Purpose: We have developed an in-house generic PK assay using ELISA to measure human IgG1 therapeutic antibodies in non-clinical samples. The colorimetric ELISA format of the assay uses anti-human antibodies as capture and detection. Standard calibration curves are generated using a 5-parameter logistical (5PL) regression model and the concentrations of samples are interpolated from their respective standard curves in SoftmaxR.
We also developed a prototype version of this generic PK assay on the ELLA platform from Protein Simple. ELLA is an automated immunoassay system utilizing a microfluidic Simple Plex cartridge where samples and buffer manually loaded into the cartridge are placed in the ELLA device. The analyte of interest binds to the antibody coated Glass Nano Reactors (GNR).
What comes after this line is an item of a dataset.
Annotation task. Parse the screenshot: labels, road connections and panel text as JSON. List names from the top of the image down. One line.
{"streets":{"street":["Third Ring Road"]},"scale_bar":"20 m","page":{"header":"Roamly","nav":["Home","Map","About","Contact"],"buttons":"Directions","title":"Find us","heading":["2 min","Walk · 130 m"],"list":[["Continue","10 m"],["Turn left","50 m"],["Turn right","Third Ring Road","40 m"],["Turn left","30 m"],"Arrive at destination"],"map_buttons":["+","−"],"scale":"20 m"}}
Triplicate results from each GNR are generated from factory-calibrated standard curve encoded in each cartridge reducing hands-on time and yielding results under 2 hours.
To compare the PK profiles of human IgG1 therapeutic in cynomolgus serum and cerebrospinal fluid (CSF), using generic PK ELLA prototype cartridge with the generic PK ELISA.
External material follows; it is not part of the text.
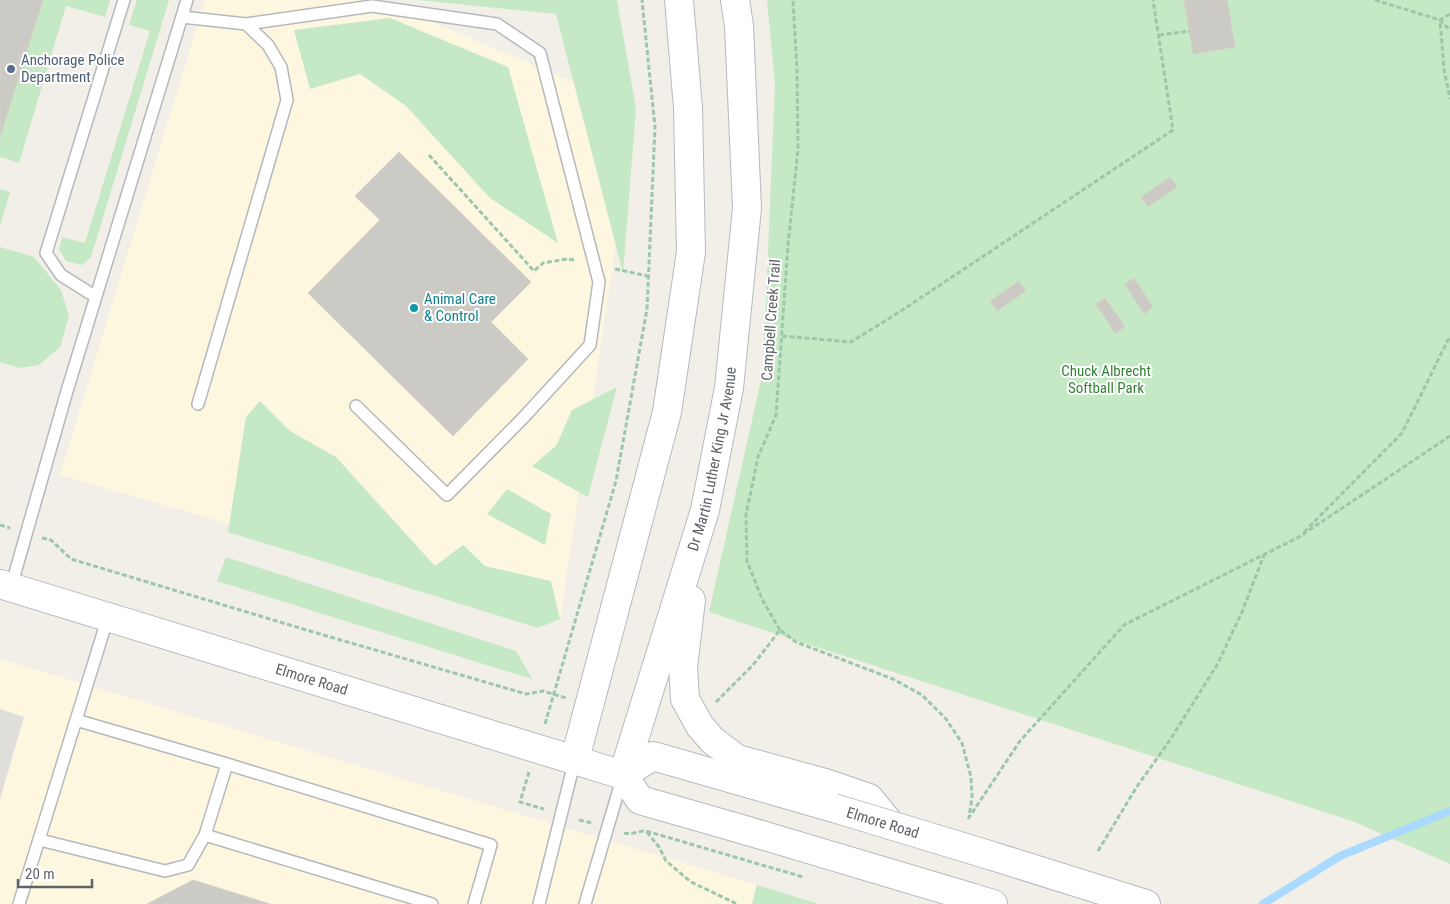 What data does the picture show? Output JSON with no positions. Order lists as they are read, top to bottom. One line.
{"streets":{"main road":["Dr Martin Luther King Jr Avenue","Elmore Road"],"path":["Campbell Creek Trail"]},"crossings":[["Dr Martin Luther King Jr Avenue","Elmore Road"]],"parks":["Chuck Albrecht Softball Park"],"places":["Anchorage Police Department","Animal Care & Control"],"scale_bar":"20 m"}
Methods: The in-house developed generic PK ELISA was used to evaluate standards and QCs prepared in assay buffer, cynomolgus serum and CSF, together with matched serum and CSF samples from cynomolgus monkeys dosed with a human IgG1 drug. To compare platforms, the same samples mentioned above, QCs and cynomolgus monkey samples were tested on the ELLA assay. Data for the ELISA was generated in 8 hours and that for ELLA in 2 hours.
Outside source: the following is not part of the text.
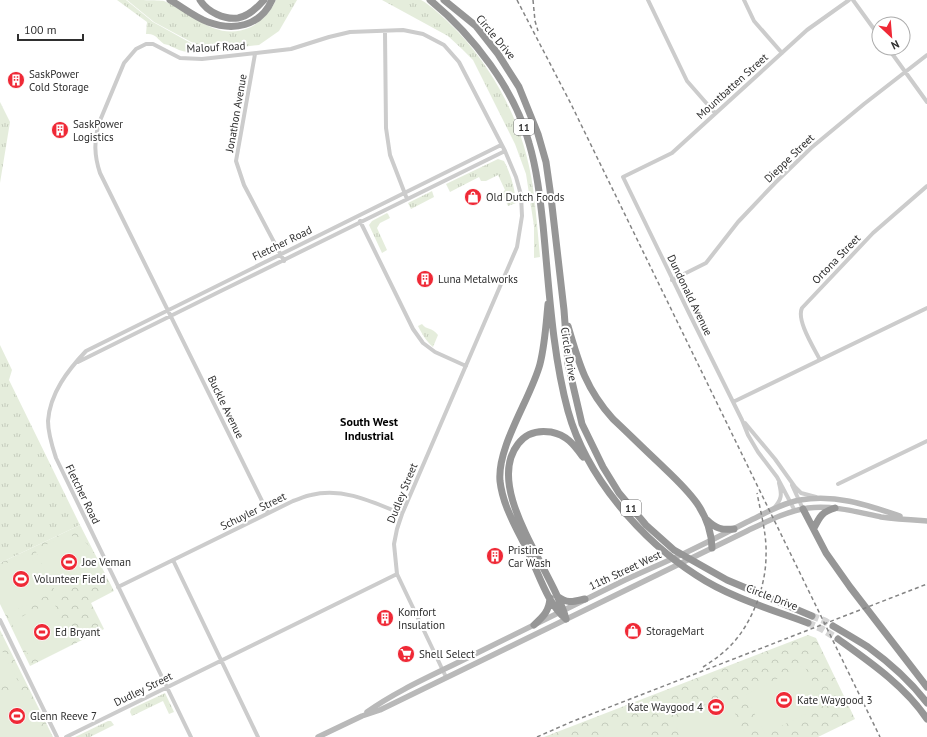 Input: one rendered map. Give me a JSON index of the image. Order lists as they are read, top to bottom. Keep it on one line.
{"streets":{"highway":["Circle Drive","11"],"main road":["11th Street West"],"street":["Malouf Road","Mountbatten Street","Jonathon Avenue","Dieppe Street","Fletcher Road","Ortona Street","Dundonald Avenue","Buckle Avenue","Dudley Street","Schuyler Street"]},"crossings":[["Malouf Road","Jonathon Avenue"],["Malouf Road","Fletcher Road"],["Malouf Road","Buckle Avenue"],["Malouf Road","Dudley Street"],["Mountbatten Street","Dundonald Avenue"],["Jonathon Avenue","Fletcher Road"],["Dieppe Street","Dundonald Avenue"],["Fletcher Road","Buckle Avenue"],["Fletcher Road","Dudley Street"],["Fletcher Road","Schuyler Street"],["Dundonald Avenue","11th Street West"],["Buckle Avenue","Schuyler Street"],["Dudley Street","Schuyler Street"]],"districts":["South West Industrial"],"places":{"building":["SaskPower Cold Storage","SaskPower Logistics","Luna Metalworks","Pristine Car Wash","Komfort Insulation"],"shop":["Old Dutch Foods","StorageMart"],"sports":["Joe Veman","Volunteer Field","Ed Bryant","Kate Waygood 3","Kate Waygood 4","Glenn Reeve 7"],"supermarket":["Shell Select"]},"scale_bar":"100 m","north":"bottom right"}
Results: For the standard curve prepared in pooled cyno serum, data reduction of a user generated calibration curve using Softmax demonstrated similar performance to that generated using the cartridge provided calibration curve. Results from study samples analyzed using the generic PK ELISA format and the ELLA format met the criteria for incurred sample reproducibility (ISR).
For the standard prepared in CSF, the calibration curve generated from ELISA overlapped with theoretical concentration, while the one generated from the ELLA cartridge built-in curve over-recovered compared to theoretical concentration and the user generated curve using Softmax. Data from CSF samples thereby did not meet the ISR criteria.
Conclusion: The generic PK using ELLA platform offers a simple, user friendly, and high throughput measurement of serum PK profile for NHP studies. The performance of ELLA cartridge is comparable to ELISA for serum sample testing. While the prototype ELLA cartridge works for serum, more development and evaluation should be done for other metrices, such as, NHP plasma and CSF.